The Cold War International History Project (CWIHP) was established in 1991 with the generous support of the John D. and Catherine T. MacArthur Foundation.
For over three decades, the project has been a leading force in opening the historical record of the Cold War, supporting the full and prompt release of materials by governments on all sides of the conflict, and publishing an unprecedented collection of documents that have transformed how scholars understand the era.
CWIHP, along with the Nuclear Proliferation International History Project (NPIHP), is now home at the University of Maryland School of Public Policy, where it joins the newly established Global Policy Institute (GPI) a hub for rigorous, historically grounded research on the most consequential challenges in international affairs. This move reflects a shared conviction that deep historical knowledge and policy relevance are not in tension, but mutually reinforcing.

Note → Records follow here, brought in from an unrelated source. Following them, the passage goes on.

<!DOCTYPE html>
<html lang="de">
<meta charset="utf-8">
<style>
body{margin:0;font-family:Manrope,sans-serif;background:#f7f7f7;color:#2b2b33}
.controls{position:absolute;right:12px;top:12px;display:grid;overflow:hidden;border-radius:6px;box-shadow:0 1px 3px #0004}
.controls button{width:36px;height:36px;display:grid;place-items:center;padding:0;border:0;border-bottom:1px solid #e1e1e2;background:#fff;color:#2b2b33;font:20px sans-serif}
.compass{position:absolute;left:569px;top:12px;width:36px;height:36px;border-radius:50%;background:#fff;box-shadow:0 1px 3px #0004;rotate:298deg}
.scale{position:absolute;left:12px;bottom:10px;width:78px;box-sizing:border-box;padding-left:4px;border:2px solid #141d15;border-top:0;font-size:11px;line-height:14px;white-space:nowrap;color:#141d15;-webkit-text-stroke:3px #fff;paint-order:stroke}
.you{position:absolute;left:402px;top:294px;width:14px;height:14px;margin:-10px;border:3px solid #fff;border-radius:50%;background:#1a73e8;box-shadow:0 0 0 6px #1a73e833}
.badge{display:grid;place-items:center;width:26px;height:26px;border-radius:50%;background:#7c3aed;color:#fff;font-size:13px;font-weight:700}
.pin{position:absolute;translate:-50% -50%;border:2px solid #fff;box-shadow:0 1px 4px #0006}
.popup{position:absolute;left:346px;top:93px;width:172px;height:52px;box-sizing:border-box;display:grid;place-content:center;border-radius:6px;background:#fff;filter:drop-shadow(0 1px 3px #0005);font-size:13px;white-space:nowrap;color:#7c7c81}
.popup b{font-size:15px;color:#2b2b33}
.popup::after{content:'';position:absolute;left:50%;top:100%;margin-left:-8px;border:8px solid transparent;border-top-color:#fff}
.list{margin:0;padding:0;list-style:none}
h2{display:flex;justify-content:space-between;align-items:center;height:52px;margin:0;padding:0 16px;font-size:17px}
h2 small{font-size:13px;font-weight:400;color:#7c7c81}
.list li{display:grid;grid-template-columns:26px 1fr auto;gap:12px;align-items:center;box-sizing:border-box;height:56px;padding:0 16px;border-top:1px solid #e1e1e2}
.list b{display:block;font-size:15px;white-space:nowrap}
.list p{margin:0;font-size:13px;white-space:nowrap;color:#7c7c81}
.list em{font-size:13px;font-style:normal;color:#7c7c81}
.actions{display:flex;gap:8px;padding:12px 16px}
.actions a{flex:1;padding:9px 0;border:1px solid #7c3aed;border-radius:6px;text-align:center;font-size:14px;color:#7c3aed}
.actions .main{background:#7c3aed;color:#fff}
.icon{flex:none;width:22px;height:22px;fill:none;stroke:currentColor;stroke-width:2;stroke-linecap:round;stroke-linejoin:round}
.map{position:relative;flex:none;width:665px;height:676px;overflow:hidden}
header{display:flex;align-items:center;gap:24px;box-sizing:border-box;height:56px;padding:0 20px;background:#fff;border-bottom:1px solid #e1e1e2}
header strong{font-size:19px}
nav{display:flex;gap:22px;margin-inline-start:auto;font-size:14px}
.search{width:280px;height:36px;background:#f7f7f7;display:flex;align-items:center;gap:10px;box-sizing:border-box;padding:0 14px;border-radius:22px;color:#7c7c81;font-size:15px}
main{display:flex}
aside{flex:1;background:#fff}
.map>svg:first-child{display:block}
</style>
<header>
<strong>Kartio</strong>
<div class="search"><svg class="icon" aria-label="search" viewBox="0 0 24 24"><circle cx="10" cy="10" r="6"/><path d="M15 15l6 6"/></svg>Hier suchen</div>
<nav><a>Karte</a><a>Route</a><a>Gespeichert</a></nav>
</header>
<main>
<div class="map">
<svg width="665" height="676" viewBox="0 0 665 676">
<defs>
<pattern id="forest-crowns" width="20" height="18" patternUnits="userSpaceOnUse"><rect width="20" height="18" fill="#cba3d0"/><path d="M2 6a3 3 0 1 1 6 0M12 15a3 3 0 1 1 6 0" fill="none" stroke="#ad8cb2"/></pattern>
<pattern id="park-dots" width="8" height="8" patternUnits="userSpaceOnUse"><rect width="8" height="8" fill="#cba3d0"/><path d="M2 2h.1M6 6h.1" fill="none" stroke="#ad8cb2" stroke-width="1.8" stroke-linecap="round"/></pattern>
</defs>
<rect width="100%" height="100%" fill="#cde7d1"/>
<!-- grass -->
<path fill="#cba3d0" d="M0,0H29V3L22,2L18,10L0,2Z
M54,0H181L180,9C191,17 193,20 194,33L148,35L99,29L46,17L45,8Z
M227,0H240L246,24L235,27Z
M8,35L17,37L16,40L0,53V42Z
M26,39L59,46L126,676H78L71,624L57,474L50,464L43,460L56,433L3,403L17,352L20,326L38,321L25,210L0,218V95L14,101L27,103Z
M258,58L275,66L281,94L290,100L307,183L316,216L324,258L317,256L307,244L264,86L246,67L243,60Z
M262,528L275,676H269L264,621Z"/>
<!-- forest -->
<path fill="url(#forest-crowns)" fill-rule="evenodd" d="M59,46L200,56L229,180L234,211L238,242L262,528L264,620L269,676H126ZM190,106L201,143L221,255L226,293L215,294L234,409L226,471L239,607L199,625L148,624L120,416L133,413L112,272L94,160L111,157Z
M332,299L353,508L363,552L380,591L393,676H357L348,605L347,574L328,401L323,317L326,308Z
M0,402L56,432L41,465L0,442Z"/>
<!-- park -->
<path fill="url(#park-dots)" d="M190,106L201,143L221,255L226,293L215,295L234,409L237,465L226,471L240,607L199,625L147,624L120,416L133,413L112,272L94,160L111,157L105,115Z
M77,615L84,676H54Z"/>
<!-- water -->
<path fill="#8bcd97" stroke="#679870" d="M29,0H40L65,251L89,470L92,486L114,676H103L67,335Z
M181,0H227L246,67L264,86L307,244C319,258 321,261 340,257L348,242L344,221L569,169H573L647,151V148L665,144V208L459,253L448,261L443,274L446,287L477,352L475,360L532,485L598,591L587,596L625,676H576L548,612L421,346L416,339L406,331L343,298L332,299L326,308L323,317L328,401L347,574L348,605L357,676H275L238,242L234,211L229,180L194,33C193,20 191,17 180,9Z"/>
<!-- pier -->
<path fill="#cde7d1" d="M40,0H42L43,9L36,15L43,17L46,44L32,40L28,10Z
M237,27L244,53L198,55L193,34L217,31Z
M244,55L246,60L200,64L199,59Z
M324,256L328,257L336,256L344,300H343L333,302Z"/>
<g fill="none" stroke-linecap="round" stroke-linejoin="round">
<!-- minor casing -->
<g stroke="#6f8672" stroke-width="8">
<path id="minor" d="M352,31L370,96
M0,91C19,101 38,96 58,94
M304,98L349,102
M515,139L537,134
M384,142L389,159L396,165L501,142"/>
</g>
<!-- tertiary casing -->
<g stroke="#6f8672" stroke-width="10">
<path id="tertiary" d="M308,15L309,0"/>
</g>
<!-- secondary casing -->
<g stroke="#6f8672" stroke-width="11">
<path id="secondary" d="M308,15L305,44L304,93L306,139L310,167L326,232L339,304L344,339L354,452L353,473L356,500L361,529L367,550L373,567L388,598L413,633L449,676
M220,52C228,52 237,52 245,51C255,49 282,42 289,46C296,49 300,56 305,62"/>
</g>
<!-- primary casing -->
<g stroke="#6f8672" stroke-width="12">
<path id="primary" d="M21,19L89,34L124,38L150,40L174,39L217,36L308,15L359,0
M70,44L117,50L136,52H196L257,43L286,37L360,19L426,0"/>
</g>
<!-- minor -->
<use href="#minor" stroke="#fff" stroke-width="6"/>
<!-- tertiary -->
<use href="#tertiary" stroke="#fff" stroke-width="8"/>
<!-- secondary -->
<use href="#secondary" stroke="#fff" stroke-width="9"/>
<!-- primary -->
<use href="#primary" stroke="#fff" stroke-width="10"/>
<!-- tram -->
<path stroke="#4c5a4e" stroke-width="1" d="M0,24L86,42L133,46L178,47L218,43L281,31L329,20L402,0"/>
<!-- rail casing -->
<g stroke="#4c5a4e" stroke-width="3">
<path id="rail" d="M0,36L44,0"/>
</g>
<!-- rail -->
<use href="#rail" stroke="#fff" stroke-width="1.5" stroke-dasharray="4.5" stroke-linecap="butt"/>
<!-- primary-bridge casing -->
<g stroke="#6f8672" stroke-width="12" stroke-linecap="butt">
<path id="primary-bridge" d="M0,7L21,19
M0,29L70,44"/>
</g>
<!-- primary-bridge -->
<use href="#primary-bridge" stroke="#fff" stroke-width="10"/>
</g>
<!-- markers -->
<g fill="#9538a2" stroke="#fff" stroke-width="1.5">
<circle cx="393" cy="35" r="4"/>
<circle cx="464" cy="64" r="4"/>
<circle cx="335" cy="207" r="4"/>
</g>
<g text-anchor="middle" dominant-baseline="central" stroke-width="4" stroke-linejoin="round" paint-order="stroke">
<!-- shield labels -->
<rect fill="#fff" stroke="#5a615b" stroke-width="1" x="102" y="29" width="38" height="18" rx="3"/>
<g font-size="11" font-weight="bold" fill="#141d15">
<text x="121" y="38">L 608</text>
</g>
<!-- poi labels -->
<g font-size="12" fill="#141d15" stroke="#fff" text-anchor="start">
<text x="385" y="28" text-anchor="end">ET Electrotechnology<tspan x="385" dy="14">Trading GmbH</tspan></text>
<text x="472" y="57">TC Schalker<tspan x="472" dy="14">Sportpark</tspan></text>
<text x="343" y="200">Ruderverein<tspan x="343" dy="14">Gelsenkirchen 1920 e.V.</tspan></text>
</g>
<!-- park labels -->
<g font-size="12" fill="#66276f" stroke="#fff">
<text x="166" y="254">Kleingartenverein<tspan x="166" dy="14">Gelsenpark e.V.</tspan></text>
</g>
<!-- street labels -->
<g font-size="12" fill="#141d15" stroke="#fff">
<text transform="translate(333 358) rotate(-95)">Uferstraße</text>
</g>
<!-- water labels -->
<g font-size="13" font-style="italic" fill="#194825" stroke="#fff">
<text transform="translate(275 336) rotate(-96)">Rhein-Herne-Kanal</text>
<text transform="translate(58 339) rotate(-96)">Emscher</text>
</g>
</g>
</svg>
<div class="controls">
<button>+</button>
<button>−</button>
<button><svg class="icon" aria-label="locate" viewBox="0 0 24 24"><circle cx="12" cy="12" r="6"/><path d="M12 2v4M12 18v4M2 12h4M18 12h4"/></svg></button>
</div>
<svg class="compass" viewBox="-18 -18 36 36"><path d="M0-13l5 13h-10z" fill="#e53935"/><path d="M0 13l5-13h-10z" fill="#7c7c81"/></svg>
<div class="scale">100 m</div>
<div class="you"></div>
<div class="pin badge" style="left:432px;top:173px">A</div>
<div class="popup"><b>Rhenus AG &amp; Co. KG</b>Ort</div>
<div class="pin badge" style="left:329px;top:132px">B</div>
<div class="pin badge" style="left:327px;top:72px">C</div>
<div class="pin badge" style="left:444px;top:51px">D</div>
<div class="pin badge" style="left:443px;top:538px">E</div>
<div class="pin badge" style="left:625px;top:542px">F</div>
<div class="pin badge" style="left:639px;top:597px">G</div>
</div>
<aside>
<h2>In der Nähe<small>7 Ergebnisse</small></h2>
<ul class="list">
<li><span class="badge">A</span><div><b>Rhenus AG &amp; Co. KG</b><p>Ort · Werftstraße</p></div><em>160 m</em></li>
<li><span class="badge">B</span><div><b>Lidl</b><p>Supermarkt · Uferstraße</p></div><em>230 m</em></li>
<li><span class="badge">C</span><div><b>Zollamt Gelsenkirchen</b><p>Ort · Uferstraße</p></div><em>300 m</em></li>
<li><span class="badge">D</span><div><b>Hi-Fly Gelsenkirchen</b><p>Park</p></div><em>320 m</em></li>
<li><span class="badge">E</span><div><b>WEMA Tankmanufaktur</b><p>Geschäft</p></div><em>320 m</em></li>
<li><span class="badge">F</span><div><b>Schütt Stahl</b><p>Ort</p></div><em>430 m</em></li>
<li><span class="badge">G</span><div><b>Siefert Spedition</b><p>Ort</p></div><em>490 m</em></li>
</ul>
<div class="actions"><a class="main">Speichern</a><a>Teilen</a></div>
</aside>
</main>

At UMD, CWIHP will continue and expand its core mission of accelerating the integration of new sources and perspectives from the former Communist bloc and the non-Western world into the broader historiography of the Cold War, and building connections among scholars across barriers of language, geography, and regional specialization.
The Project's Digital Archive, which since 2013 has made thousands of declassified documents freely accessible to researchers and the public worldwide, has also moved to the University of Maryland, ensuring that this essential resource remains open, growing and connected to cutting-edge scholarship.